> _Task to carry out_:
Retype, word for word, every line from the one holding "Input: one rendered" through the one holding "Instruction: What data" in the entries below, both included, and only those lines.

> _Records shown_:
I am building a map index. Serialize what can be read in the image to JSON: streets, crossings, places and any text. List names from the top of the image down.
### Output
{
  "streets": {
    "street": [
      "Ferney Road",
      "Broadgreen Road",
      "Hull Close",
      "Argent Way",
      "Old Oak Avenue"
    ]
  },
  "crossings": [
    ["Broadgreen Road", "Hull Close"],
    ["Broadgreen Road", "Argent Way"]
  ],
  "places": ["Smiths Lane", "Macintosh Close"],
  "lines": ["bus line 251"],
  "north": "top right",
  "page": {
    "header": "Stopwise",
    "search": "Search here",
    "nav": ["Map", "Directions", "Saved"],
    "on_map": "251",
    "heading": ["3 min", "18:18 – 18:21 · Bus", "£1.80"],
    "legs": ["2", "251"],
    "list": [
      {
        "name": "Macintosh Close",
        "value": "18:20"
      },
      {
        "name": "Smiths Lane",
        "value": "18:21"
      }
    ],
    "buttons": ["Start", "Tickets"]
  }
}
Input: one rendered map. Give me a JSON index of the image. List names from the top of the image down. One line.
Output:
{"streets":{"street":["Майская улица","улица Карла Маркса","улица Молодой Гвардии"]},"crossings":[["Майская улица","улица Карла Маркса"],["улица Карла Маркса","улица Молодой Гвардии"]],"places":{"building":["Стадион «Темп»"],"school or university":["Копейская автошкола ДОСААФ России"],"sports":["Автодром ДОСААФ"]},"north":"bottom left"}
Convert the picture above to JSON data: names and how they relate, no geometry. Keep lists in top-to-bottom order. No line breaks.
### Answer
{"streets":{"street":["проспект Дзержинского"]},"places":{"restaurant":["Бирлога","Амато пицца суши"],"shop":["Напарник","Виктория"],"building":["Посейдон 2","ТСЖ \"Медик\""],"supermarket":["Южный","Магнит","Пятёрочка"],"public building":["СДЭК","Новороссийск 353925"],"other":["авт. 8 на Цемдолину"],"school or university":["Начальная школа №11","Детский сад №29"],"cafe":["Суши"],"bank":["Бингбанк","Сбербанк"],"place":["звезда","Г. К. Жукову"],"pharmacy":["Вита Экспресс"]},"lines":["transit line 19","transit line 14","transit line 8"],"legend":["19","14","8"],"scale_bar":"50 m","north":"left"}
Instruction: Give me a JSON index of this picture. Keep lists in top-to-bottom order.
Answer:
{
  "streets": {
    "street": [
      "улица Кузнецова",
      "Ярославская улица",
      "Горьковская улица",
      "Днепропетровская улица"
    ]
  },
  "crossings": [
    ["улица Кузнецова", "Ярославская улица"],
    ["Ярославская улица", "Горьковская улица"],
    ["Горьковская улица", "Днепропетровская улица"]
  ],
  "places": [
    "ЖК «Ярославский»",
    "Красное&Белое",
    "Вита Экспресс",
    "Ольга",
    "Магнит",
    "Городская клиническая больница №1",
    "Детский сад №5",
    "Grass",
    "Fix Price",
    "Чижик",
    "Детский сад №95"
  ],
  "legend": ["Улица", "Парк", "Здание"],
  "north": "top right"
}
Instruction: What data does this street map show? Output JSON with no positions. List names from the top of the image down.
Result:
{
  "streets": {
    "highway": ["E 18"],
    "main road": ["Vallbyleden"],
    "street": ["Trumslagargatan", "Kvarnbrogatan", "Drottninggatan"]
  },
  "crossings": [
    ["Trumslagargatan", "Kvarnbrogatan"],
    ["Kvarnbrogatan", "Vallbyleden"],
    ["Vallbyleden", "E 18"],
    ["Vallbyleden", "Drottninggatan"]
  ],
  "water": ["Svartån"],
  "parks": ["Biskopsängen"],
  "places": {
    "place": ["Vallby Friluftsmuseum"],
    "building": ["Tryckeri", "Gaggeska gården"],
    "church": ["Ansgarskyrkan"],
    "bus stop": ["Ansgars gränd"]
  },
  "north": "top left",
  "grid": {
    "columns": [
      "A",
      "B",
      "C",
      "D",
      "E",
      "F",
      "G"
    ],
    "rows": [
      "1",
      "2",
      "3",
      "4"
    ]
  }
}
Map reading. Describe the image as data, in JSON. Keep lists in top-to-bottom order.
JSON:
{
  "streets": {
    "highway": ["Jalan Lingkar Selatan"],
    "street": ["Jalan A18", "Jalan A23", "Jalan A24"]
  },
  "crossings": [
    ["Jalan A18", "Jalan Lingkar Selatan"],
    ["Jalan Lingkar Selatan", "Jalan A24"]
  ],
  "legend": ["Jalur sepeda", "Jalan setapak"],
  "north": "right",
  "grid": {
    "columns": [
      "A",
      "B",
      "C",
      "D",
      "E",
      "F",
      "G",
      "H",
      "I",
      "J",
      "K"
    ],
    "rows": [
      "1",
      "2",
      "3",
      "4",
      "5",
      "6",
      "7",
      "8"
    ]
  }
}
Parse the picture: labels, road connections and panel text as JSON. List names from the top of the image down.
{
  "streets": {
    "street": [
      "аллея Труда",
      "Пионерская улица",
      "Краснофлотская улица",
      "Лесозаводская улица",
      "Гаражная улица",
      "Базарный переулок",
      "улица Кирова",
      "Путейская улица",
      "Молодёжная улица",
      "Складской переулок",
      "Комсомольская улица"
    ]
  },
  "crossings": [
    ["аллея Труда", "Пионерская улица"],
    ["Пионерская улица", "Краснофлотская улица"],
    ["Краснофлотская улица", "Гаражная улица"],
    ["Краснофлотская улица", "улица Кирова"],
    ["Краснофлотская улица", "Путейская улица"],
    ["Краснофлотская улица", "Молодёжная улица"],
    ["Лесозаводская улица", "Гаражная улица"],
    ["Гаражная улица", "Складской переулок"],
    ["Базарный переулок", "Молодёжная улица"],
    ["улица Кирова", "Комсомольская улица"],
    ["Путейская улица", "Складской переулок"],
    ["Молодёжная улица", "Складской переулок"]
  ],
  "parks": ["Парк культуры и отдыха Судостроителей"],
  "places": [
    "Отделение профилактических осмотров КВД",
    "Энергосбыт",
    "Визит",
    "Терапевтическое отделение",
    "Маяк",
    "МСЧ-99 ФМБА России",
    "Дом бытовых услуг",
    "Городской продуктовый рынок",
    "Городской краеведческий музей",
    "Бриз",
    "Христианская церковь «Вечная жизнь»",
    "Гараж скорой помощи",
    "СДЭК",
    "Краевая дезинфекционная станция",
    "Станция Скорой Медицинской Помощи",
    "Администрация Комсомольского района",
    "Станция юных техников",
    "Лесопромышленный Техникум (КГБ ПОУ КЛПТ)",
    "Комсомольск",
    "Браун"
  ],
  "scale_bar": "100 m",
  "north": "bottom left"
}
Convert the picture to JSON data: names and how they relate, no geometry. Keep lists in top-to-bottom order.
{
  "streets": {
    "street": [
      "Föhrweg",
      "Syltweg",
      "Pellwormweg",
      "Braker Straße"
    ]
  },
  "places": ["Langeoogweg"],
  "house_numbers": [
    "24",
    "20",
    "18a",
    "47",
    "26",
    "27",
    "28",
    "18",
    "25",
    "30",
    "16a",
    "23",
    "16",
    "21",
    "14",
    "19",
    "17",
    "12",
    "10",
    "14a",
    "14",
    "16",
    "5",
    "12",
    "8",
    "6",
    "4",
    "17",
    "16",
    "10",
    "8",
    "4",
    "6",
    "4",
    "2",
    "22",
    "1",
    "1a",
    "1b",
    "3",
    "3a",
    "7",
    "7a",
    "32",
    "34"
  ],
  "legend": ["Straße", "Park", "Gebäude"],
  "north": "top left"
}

> _Solution for this exercise_:
Input: one rendered map. Give me a JSON index of the image. List names from the top of the image down. One line.
Output:
{"streets":{"street":["Майская улица","улица Карла Маркса","улица Молодой Гвардии"]},"crossings":[["Майская улица","улица Карла Маркса"],["улица Карла Маркса","улица Молодой Гвардии"]],"places":{"building":["Стадион «Темп»"],"school or university":["Копейская автошкола ДОСААФ России"],"sports":["Автодром ДОСААФ"]},"north":"bottom left"}
Convert the picture above to JSON data: names and how they relate, no geometry. Keep lists in top-to-bottom order. No line breaks.
### Answer
{"streets":{"street":["проспект Дзержинского"]},"places":{"restaurant":["Бирлога","Амато пицца суши"],"shop":["Напарник","Виктория"],"building":["Посейдон 2","ТСЖ \"Медик\""],"supermarket":["Южный","Магнит","Пятёрочка"],"public building":["СДЭК","Новороссийск 353925"],"other":["авт. 8 на Цемдолину"],"school or university":["Начальная школа №11","Детский сад №29"],"cafe":["Суши"],"bank":["Бингбанк","Сбербанк"],"place":["звезда","Г. К. Жукову"],"pharmacy":["Вита Экспресс"]},"lines":["transit line 19","transit line 14","transit line 8"],"legend":["19","14","8"],"scale_bar":"50 m","north":"left"}
Instruction: Give me a JSON index of this picture. Keep lists in top-to-bottom order.
Answer:
{
  "streets": {
    "street": [
      "улица Кузнецова",
      "Ярославская улица",
      "Горьковская улица",
      "Днепропетровская улица"
    ]
  },
  "crossings": [
    ["улица Кузнецова", "Ярославская улица"],
    ["Ярославская улица", "Горьковская улица"],
    ["Горьковская улица", "Днепропетровская улица"]
  ],
  "places": [
    "ЖК «Ярославский»",
    "Красное&Белое",
    "Вита Экспресс",
    "Ольга",
    "Магнит",
    "Городская клиническая больница №1",
    "Детский сад №5",
    "Grass",
    "Fix Price",
    "Чижик",
    "Детский сад №95"
  ],
  "legend": ["Улица", "Парк", "Здание"],
  "north": "top right"
}
Instruction: What data does this street map show? Output JSON with no positions. List names from the top of the image down.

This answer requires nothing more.